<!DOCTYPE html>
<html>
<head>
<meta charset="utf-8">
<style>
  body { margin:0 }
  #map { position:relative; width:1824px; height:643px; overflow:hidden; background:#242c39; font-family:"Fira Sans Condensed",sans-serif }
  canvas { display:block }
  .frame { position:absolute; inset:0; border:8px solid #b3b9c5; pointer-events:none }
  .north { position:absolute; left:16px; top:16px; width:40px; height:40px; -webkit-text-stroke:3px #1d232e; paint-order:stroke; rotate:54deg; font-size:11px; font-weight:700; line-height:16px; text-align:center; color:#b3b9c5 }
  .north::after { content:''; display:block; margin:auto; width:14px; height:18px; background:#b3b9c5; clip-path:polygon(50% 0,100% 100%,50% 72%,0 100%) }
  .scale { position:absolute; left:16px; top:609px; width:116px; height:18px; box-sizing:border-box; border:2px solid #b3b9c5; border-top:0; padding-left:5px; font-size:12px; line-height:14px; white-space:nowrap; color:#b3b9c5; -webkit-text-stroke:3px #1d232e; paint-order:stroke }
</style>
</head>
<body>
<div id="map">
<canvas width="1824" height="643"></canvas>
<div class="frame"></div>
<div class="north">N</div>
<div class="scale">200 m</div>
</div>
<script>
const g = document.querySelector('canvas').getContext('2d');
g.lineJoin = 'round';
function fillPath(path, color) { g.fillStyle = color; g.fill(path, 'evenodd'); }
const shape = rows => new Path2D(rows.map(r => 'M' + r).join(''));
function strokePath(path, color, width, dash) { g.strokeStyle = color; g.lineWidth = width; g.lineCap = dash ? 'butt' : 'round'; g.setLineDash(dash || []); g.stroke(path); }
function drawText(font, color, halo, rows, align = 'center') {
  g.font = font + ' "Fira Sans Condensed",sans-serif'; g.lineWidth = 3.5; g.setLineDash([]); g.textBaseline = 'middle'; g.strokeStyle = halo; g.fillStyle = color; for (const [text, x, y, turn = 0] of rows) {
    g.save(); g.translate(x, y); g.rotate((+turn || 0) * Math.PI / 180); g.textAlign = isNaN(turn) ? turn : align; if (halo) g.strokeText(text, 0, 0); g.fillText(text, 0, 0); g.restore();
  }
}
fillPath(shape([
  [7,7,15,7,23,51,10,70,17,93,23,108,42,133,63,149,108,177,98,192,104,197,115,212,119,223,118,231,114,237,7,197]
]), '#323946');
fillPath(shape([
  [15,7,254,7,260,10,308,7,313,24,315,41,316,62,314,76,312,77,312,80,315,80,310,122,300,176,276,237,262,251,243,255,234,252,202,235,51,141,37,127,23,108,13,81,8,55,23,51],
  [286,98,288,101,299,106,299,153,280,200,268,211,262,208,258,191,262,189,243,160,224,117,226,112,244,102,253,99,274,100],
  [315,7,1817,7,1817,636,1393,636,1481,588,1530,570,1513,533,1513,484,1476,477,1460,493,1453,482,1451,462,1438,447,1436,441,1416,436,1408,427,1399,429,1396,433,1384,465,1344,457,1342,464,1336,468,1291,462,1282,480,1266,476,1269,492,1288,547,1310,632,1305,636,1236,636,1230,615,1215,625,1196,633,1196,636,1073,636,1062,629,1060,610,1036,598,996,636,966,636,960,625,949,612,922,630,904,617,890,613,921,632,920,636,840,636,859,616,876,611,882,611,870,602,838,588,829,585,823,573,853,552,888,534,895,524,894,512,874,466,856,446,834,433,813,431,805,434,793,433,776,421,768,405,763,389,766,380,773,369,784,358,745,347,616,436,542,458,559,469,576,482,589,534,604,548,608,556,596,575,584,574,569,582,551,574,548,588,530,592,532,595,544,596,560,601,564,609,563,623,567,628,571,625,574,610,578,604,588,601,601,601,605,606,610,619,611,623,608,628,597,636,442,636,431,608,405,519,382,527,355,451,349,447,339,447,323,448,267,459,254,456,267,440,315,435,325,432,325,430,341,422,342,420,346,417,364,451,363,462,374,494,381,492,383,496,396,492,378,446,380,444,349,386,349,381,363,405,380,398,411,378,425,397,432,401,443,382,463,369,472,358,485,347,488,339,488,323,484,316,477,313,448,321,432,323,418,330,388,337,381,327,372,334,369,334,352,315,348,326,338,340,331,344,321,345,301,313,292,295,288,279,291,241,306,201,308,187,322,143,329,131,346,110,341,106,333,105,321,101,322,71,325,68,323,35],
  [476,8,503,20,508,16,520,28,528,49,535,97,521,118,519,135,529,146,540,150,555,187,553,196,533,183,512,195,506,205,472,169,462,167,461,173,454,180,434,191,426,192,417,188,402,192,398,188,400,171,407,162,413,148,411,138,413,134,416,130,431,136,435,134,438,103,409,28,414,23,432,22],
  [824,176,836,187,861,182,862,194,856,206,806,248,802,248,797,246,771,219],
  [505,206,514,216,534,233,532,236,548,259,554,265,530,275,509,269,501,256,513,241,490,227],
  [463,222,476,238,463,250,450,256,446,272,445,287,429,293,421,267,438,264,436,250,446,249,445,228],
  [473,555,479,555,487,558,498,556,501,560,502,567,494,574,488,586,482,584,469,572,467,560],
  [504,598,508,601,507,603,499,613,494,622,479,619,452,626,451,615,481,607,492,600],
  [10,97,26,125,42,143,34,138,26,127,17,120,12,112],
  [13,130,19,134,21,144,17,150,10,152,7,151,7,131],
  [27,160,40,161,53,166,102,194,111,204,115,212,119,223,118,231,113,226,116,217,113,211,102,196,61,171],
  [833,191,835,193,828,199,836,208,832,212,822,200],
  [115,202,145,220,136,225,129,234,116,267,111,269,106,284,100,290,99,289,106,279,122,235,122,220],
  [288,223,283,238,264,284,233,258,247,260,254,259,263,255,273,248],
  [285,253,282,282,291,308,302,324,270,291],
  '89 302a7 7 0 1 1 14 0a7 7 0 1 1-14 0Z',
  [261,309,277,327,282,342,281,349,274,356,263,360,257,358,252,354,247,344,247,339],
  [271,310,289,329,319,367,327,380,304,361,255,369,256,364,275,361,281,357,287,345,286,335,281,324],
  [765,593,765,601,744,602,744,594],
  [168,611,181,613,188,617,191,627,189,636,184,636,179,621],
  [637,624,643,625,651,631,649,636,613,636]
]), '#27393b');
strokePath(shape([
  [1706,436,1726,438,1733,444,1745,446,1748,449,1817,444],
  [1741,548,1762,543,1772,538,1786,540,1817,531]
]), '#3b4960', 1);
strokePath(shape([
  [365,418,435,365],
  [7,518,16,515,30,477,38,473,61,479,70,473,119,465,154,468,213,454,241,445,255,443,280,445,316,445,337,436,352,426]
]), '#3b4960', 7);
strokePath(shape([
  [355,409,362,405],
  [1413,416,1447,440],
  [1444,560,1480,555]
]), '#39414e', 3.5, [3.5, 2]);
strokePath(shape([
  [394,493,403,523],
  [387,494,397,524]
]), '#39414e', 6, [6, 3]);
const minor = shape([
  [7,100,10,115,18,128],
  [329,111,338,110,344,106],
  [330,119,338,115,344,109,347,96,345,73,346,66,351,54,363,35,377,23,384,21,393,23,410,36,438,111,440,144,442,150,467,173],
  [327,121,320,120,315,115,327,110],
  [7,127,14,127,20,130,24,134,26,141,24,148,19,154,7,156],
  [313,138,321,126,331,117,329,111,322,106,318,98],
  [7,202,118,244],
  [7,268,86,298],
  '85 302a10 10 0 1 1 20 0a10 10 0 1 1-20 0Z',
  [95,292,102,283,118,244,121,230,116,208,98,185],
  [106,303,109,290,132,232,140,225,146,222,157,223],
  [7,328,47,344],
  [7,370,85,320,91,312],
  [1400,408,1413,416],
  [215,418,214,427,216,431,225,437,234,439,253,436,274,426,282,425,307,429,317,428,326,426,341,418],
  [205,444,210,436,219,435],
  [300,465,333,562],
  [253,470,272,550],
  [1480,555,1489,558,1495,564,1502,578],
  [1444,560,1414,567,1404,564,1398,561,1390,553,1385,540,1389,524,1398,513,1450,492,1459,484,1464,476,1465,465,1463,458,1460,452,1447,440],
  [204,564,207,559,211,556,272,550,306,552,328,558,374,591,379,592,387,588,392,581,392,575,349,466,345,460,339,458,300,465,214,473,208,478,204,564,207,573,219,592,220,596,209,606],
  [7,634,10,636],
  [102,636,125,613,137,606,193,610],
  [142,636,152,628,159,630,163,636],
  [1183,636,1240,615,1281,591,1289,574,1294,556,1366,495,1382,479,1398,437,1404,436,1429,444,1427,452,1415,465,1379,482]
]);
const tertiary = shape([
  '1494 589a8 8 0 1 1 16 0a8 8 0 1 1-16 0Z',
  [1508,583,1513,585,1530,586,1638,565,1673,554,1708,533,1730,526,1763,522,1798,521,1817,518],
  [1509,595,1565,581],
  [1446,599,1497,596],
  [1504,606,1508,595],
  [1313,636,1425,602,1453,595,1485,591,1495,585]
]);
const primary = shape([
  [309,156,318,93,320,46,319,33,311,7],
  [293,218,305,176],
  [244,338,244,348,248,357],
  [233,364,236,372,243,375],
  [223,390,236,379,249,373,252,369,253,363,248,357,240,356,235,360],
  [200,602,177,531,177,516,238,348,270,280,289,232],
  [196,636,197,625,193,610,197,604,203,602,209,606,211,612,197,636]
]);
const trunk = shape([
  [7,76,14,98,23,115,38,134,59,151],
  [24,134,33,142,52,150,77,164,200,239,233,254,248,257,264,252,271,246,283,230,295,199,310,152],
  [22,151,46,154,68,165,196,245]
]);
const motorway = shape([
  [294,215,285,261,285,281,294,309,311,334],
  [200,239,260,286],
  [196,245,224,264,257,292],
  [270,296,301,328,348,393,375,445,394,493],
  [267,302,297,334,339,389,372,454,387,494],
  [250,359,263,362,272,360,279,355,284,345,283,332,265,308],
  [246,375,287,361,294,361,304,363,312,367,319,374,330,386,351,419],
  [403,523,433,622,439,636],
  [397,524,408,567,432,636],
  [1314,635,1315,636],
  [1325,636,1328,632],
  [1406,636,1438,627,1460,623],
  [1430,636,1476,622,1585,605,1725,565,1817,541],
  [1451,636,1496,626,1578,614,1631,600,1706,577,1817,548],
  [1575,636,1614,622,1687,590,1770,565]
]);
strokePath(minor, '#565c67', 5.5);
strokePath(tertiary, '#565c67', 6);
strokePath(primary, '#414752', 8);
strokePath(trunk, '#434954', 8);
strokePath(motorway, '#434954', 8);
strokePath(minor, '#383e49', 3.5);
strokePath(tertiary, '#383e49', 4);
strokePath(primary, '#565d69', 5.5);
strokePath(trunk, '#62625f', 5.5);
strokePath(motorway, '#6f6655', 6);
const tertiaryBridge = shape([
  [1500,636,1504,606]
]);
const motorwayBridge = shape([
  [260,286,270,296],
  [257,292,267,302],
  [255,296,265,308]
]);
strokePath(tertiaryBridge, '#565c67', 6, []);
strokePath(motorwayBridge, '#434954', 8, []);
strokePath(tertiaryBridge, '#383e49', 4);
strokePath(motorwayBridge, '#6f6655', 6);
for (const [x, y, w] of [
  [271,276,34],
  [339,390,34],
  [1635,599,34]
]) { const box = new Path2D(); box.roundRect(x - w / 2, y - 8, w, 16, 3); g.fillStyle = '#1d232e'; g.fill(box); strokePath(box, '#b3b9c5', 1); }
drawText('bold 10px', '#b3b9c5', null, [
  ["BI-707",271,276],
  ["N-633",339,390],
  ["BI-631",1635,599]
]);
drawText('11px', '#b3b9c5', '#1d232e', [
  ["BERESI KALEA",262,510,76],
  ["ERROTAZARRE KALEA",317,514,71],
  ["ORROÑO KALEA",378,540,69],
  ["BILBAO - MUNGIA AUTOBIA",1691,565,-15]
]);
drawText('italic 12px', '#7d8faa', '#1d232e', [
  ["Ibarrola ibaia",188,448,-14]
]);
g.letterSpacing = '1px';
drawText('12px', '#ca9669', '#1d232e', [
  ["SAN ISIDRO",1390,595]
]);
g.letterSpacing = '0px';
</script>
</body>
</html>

· · · · ·

→ **Work to complete**
Could you show every line of the material that includes the string "halo"?

→ **Response for this exercise**
function drawText(font, color, halo, rows, align = 'center') {
  g.font = font + ' "Fira Sans Condensed",sans-serif'; g.lineWidth = 3.5; g.setLineDash([]); g.textBaseline = 'middle'; g.strokeStyle = halo; g.fillStyle = color; for (const [text, x, y, turn = 0] of rows) {
    g.save(); g.translate(x, y); g.rotate((+turn || 0) * Math.PI / 180); g.textAlign = isNaN(turn) ? turn : align; if (halo) g.strokeText(text, 0, 0); g.fillText(text, 0, 0); g.restore();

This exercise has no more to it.